If you want an answer to 1) or 3) in terms of cohomology then I recommend Mimura and Toda's "Topology of Lie Groups" as a reference, as they compute the cohomology of $O(n)$ and $SO(n)$ as well as $BO(n)$ and $BSO(n)$, and I forget but they might actually compute the homology as well (most sources I know only compute the cohomology of the classifying spaces).
The cohomology of the classifying spaces is a very different story than just the groups because now the functorial map $B\iota\colon BSO(n) \to BO(n)$ is not an inclusion of a component but a double-cover.
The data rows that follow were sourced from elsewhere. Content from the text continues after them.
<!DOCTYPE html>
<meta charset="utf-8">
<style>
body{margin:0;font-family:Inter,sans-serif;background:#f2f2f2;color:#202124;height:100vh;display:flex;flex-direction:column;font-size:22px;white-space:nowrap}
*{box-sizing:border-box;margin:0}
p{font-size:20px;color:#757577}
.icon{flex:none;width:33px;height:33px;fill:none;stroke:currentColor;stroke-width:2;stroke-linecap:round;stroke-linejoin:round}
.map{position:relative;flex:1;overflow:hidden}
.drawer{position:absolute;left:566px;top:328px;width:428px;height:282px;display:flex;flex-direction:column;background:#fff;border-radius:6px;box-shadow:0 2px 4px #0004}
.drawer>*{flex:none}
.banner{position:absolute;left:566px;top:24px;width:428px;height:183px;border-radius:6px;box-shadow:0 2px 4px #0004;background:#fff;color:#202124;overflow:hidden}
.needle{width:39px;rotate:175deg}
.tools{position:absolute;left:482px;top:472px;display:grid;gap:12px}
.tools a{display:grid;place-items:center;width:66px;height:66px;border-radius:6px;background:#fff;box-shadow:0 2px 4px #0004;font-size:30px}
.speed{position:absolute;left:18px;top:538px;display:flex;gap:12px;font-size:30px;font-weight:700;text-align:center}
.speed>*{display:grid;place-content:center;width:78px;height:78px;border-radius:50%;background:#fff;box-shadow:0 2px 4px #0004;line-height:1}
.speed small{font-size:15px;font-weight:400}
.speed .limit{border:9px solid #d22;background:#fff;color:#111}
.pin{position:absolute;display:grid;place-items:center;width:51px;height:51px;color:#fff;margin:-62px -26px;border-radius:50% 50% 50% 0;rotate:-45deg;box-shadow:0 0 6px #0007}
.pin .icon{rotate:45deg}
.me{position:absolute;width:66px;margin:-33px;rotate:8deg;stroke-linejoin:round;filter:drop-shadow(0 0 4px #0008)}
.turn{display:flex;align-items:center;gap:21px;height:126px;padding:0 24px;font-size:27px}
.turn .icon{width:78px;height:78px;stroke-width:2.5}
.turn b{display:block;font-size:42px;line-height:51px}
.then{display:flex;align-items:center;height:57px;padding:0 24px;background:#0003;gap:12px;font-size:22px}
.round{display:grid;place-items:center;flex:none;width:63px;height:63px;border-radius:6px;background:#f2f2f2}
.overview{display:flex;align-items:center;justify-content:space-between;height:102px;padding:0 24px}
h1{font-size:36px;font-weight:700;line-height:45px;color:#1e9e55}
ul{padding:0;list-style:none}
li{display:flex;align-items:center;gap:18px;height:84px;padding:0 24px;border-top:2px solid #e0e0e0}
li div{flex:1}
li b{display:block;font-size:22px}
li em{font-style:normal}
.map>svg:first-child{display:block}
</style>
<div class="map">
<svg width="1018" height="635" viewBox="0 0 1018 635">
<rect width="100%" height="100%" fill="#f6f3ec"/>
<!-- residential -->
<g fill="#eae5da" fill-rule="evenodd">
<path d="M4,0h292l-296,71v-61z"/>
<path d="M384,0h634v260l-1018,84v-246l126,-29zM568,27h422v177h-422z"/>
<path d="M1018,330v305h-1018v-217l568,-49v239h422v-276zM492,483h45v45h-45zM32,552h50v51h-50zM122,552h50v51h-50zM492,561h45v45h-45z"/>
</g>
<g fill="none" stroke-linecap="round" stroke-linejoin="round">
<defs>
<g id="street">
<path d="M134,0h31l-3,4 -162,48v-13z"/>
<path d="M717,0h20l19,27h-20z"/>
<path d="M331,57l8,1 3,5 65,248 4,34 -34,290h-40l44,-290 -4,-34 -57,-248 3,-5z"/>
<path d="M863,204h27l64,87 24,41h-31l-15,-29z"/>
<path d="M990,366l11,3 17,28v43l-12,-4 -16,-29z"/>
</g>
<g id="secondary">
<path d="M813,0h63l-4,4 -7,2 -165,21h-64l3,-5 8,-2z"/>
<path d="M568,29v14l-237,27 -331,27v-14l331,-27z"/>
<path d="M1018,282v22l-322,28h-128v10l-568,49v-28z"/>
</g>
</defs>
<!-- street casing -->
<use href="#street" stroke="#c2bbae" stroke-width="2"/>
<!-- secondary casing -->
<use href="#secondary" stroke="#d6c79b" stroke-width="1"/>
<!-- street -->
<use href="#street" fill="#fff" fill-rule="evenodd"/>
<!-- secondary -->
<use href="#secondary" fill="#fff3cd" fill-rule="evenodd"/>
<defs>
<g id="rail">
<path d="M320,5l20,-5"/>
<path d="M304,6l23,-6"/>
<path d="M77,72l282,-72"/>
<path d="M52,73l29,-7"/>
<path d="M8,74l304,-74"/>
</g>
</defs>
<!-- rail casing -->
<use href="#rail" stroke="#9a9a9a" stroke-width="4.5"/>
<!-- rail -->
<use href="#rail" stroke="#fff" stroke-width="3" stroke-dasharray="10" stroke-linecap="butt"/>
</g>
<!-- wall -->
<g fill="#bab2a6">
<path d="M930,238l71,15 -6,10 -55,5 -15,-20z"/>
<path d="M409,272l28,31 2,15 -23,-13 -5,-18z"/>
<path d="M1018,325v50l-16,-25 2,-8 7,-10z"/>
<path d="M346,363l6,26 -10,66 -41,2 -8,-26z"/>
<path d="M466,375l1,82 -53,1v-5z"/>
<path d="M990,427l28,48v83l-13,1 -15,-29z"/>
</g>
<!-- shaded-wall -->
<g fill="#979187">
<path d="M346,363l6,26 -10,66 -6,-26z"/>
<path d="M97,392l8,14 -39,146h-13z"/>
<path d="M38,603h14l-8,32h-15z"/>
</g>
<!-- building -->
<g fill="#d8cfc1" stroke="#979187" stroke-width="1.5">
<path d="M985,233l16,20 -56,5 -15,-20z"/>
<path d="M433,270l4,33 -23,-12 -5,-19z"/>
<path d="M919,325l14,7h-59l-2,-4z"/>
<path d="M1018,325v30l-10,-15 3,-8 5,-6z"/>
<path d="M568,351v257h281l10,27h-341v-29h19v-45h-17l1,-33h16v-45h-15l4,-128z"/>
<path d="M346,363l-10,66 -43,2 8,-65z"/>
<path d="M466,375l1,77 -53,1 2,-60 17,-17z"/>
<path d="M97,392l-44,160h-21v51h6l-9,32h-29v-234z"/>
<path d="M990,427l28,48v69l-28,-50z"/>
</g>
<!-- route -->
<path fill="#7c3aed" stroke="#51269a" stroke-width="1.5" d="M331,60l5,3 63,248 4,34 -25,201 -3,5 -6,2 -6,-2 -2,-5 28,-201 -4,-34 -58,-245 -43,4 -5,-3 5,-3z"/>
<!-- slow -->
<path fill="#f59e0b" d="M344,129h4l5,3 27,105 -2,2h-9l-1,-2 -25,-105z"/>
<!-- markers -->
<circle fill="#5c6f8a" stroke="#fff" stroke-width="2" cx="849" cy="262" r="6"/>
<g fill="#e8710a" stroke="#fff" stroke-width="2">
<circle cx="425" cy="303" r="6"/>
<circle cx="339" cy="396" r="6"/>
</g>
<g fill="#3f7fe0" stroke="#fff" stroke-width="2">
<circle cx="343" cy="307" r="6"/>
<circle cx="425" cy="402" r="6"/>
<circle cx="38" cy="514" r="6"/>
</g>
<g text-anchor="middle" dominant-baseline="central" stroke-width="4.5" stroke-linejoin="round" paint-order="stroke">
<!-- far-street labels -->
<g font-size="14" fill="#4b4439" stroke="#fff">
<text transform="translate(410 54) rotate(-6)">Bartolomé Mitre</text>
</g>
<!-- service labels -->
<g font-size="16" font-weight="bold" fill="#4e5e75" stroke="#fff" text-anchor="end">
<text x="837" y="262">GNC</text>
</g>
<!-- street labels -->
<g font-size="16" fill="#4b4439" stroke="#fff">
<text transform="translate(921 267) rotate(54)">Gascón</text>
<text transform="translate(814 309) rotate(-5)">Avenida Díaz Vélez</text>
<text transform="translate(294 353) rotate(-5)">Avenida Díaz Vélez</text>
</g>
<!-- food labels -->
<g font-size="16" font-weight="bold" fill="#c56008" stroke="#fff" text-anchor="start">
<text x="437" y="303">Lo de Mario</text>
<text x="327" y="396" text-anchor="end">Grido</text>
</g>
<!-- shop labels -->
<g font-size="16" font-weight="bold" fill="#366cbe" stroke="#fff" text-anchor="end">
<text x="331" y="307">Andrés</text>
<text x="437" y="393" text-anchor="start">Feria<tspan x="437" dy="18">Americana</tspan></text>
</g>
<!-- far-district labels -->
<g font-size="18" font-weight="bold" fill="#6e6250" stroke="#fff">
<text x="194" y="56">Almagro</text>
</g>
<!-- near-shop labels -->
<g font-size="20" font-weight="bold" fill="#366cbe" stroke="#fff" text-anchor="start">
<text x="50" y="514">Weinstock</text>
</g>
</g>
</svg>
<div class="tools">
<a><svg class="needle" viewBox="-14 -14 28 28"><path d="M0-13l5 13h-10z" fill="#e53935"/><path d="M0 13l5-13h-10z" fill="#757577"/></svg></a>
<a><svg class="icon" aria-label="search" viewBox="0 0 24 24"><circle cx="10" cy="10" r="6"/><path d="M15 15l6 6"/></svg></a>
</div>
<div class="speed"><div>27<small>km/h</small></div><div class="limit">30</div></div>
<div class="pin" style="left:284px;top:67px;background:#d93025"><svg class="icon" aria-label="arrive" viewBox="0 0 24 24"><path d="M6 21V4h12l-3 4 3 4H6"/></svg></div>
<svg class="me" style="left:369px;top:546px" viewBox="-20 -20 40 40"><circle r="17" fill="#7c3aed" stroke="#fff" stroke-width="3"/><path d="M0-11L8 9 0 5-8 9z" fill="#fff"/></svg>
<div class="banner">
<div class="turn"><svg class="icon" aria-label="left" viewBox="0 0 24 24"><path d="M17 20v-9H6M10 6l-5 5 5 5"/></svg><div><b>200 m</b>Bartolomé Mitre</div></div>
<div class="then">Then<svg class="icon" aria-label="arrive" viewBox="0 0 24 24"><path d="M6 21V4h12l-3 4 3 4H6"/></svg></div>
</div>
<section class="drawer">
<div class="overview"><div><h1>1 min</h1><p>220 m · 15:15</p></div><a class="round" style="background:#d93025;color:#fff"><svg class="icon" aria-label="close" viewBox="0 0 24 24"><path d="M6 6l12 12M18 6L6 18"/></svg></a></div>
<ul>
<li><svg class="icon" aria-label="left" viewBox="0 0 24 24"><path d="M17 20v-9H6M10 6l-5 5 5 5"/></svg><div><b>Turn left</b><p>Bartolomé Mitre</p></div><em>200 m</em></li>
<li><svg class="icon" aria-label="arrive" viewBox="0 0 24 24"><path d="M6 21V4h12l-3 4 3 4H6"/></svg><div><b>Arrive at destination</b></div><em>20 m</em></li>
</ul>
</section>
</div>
The $\mathbb{Z}/2$ cohomologies of $BO(n)$ and $BSO(n)$ are distinguished by the fact that the first universal Steifel-Whitney class vanishes in $H^1(BSO(n);\mathbb{Z}/2)$, and the integral cohomolgies can be distinguished by the fact that there is an integral Steifel-Whitney class $W_2 = \beta(w_1)\in H^2(BO(n);\mathbb{Z})$ but not in the cohomology of $SO(n)$, as well as the existence of an Euler class $e \in H^{n}(BSO(n);\mathbb{Z})$. Moreover $H^*(BO(n)) \ncong H^*(BO(m))$ and $H^*(BSO(n)) \ncong H^*(BSO(m))$ when $n\neq m$. I believe the (singular) cohomologies of $O(n)$ and $SO(n)$ have similar distinctions but I don't have access to Mimura and Toda at the moment to make sure.
As for option 2), I don't know the computations of the group cohomologies $H^*_{grp}(GL_n(\mathbb{R}))$ and $H^*_{grp}(SL_n(\mathbb{R})$, it may be similar to the link that E. KOW posted in the comments about $GL_n(\mathbb{Z})$.